START DATASET EXTRACT

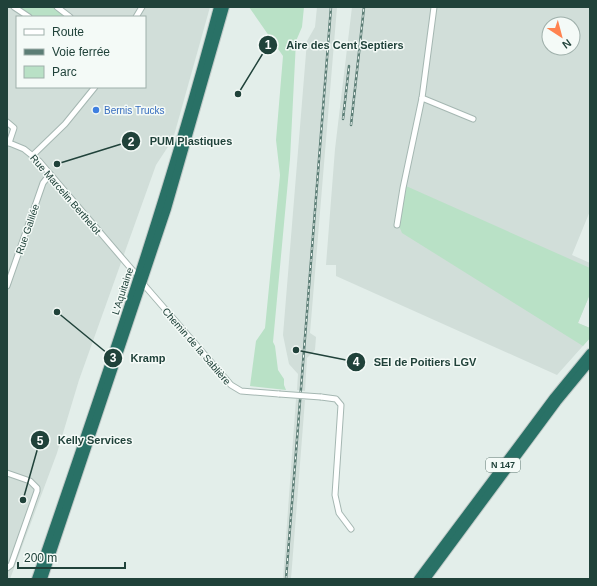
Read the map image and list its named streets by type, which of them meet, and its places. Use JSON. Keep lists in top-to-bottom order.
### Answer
{
  "streets": {
    "highway": ["L'Aquitaine", "N 147"],
    "street": ["Rue Marcelin Berthelot", "Rue Galilée", "Chemin de la Sablière"]
  },
  "crossings": [
    ["Rue Marcelin Berthelot", "Rue Galilée"]
  ],
  "places": [
    "Aire des Cent Septiers",
    "Bernis Trucks",
    "PUM Plastiques",
    "Kramp",
    "SEI de Poitiers LGV",
    "Kelly Services"
  ],
  "legend": ["Route", "Voie ferrée", "Parc"],
  "scale_bar": "200 m",
  "north": "bottom right"
}
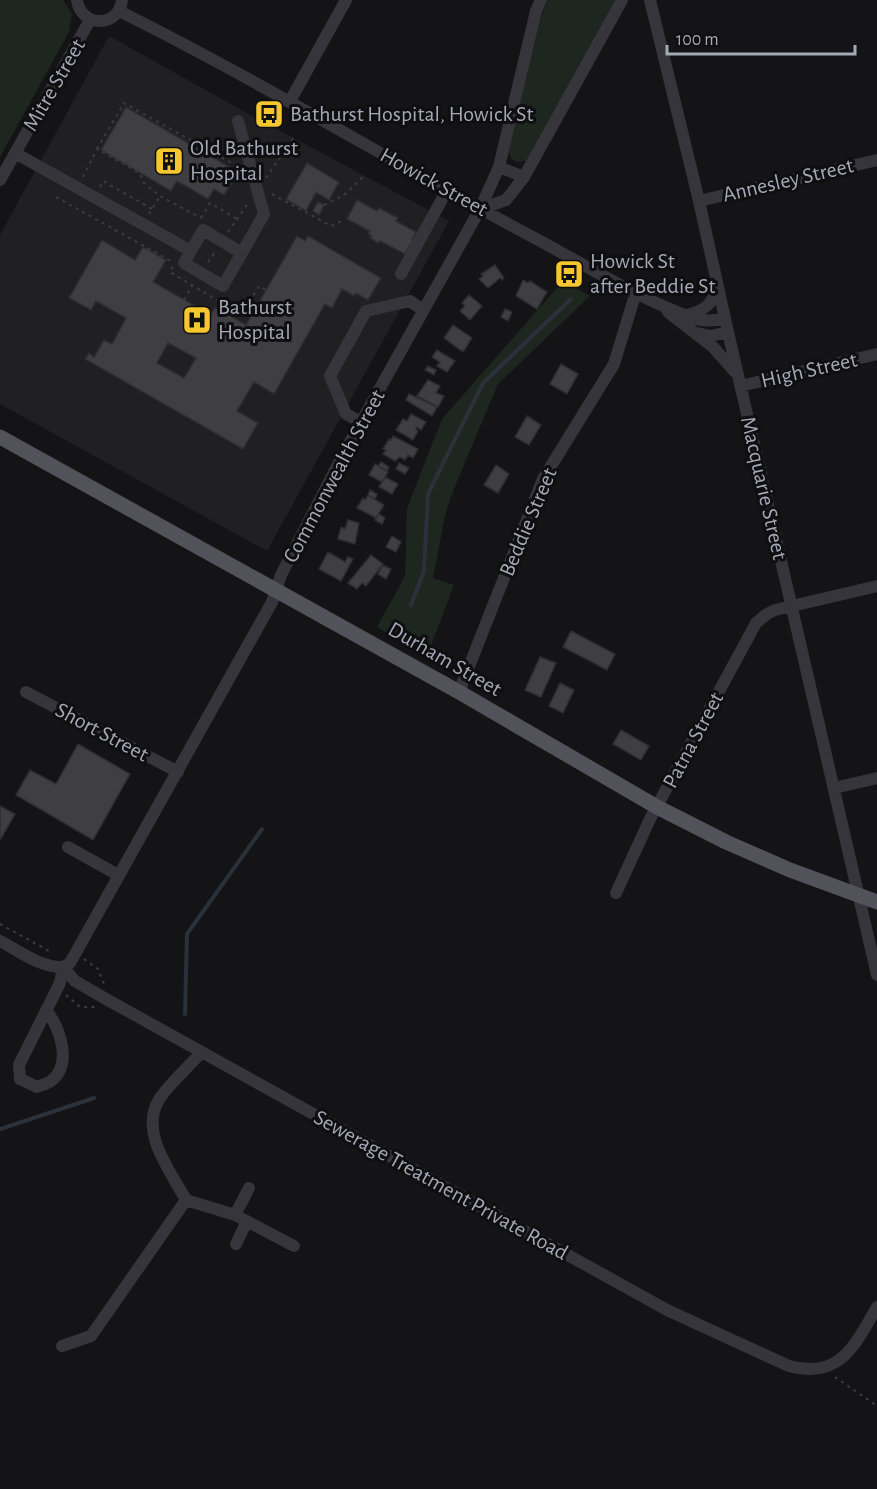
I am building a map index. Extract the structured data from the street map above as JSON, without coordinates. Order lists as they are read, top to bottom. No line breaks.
{"streets":{"main road":["Durham Street"],"street":["Mitre Street","Annesley Street","Howick Street","High Street","Commonwealth Street","Macquarie Street","Beddie Street","Short Street","Patna Street","Sewerage Treatment Private Road"]},"crossings":[["Annesley Street","Macquarie Street"],["Howick Street","High Street"],["Howick Street","Commonwealth Street"],["Howick Street","Macquarie Street"],["Howick Street","Beddie Street"],["High Street","Macquarie Street"],["Commonwealth Street","Durham Street"],["Commonwealth Street","Short Street"],["Commonwealth Street","Sewerage Treatment Private Road"],["Macquarie Street","Durham Street"],["Macquarie Street","Patna Street"],["Beddie Street","Durham Street"],["Durham Street","Patna Street"]],"places":{"bus stop":["Bathurst Hospital, Howick St","Howick St after Beddie St"],"building":["Old Bathurst Hospital"],"hospital":["Bathurst Hospital"]},"scale_bar":"100 m"}
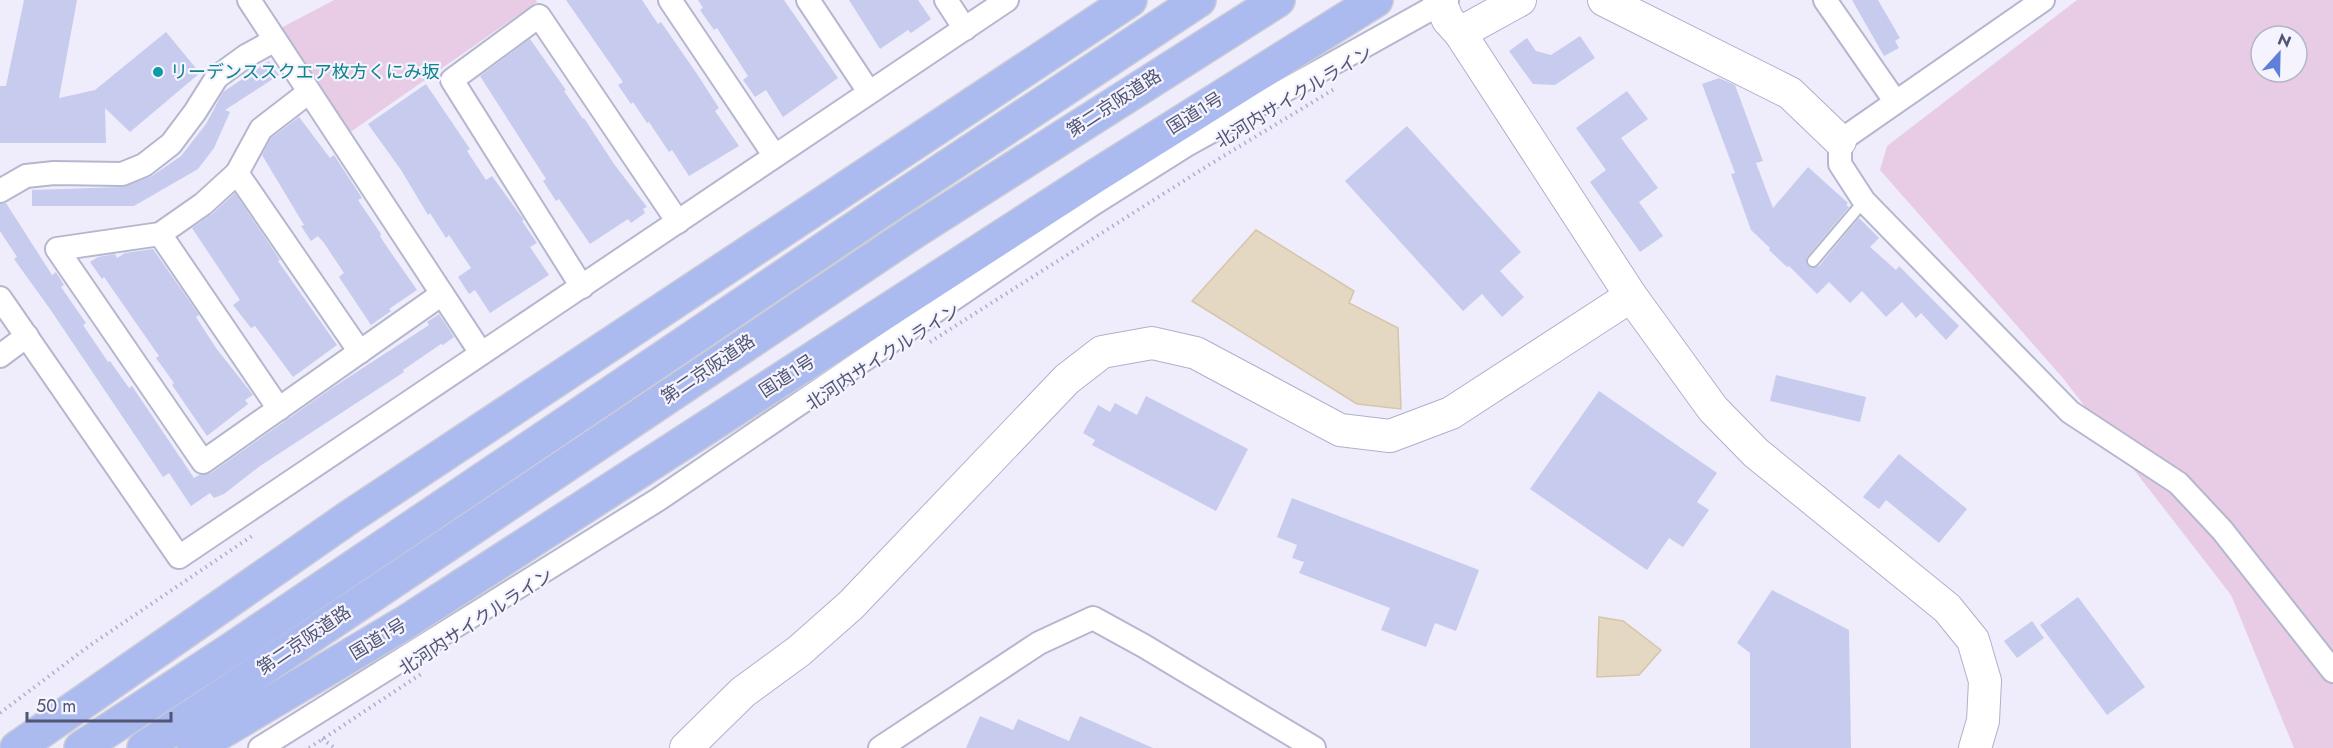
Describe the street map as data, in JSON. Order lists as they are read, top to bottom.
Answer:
{
  "streets": {
    "highway": ["第二京阪道路", "国道1号"],
    "path": ["北河内サイクルライン"]
  },
  "places": ["リーデンススクエア枚方くにみ坂"],
  "scale_bar": "50 m",
  "north": "top"
}
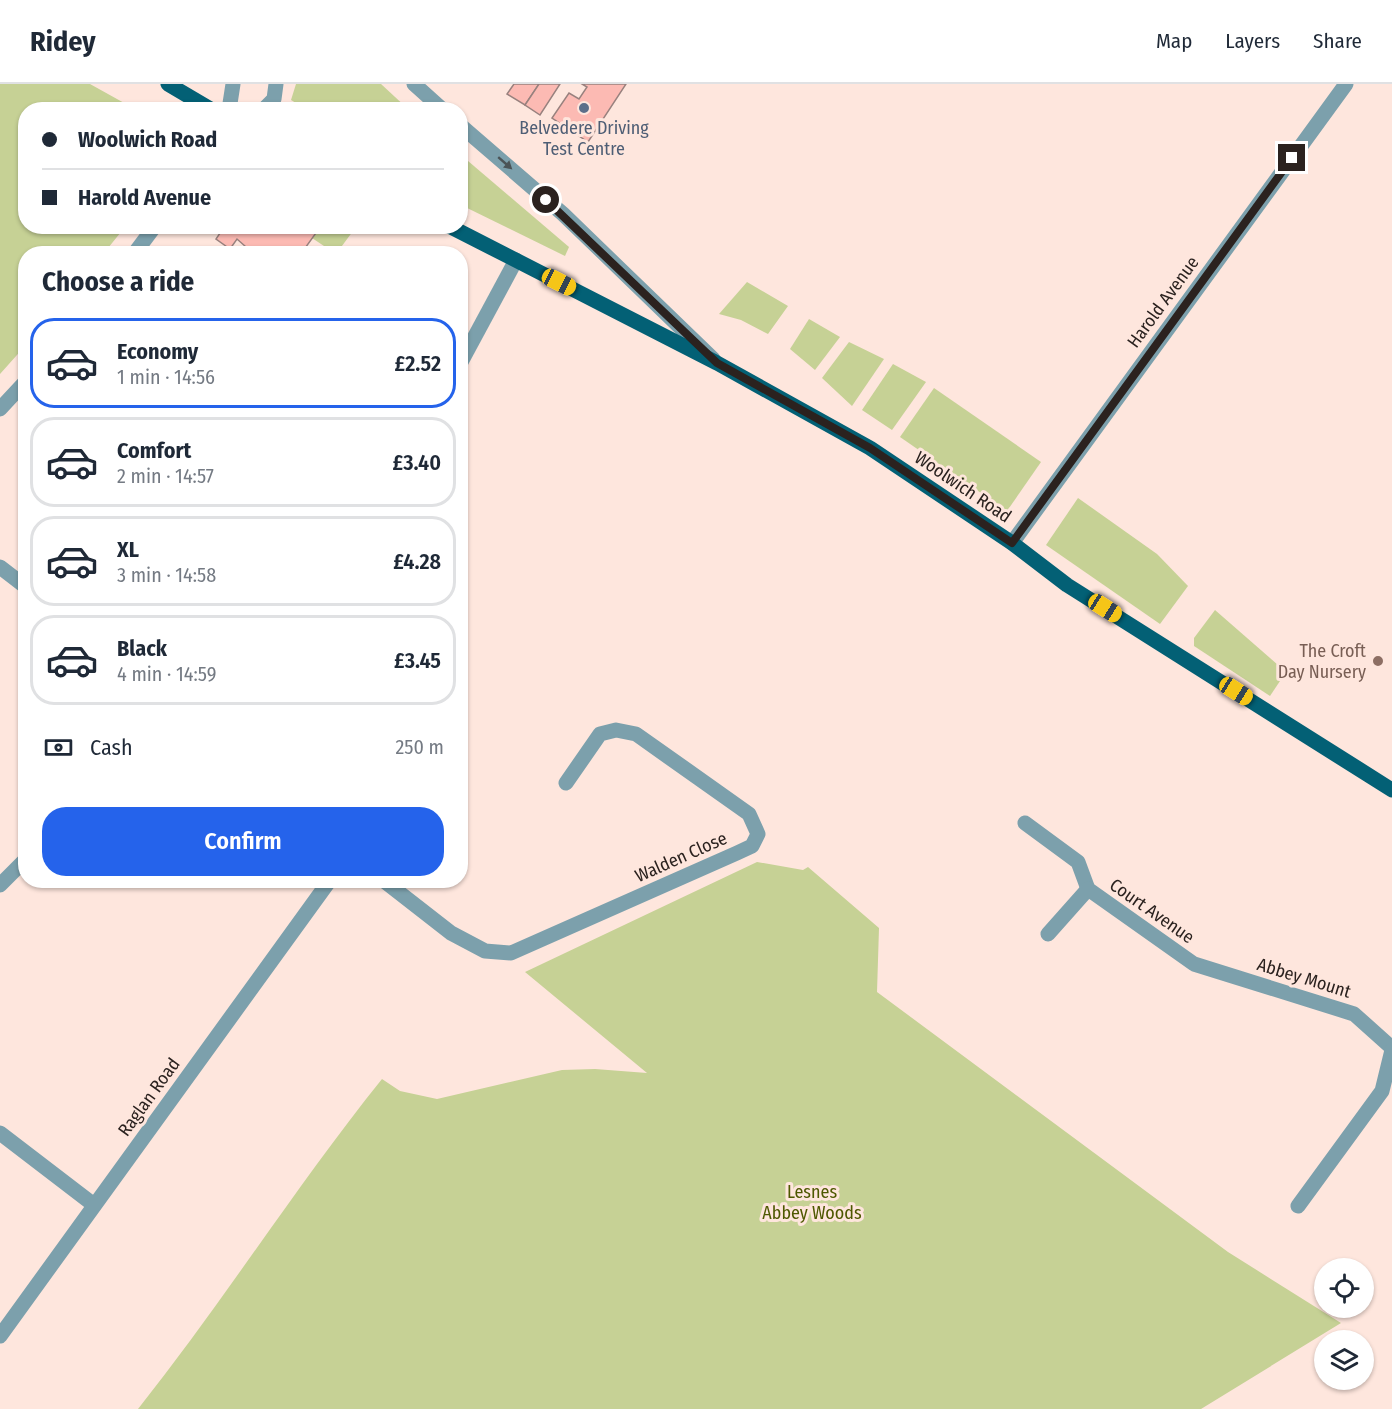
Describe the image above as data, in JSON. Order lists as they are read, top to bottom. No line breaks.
{"streets":{"main road":["Woolwich Road"],"street":["Harold Avenue","Walden Close","Court Avenue","Abbey Mount","Raglan Road"]},"crossings":[["Harold Avenue","Woolwich Road"],["Court Avenue","Abbey Mount"]],"parks":["Lesnes Abbey Woods"],"places":["Belvedere Driving Test Centre","The Croft Day Nursery"],"page":{"header":"Ridey","nav":["Map","Layers","Share"],"banner":["Woolwich Road","Harold Avenue"],"heading":"Choose a ride","list":[{"name":"Economy","note":"1 min · 14:56","value":"£2.52"},{"name":"Comfort","note":"2 min · 14:57","value":"£3.40"},{"name":"XL","note":"3 min · 14:58","value":"£4.28"},{"name":"Black","note":"4 min · 14:59","value":"£3.45"}],"pay":["Cash","250 m"],"buttons":"Confirm"}}
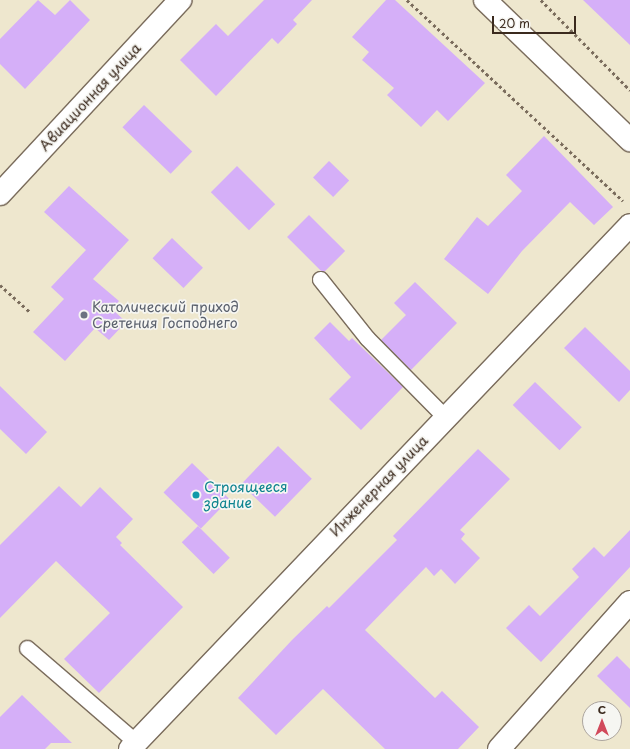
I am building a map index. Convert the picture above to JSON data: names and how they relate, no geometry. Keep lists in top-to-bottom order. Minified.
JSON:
{"streets":{"street":["Авиационная улица","Инженерная улица"]},"places":["Католический приход Сретения Господнего","Строящееся здание"],"scale_bar":"20 m","north":"top"}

END DATASET EXTRACT

Show all lines from the records above where the word "Keep" occurs.

• ANSWER TO THIS PROBLEM:
Read the map image and list its named streets by type, which of them meet, and its places. Use JSON. Keep lists in top-to-bottom order.
I am building a map index. Convert the picture above to JSON data: names and how they relate, no geometry. Keep lists in top-to-bottom order. Minified.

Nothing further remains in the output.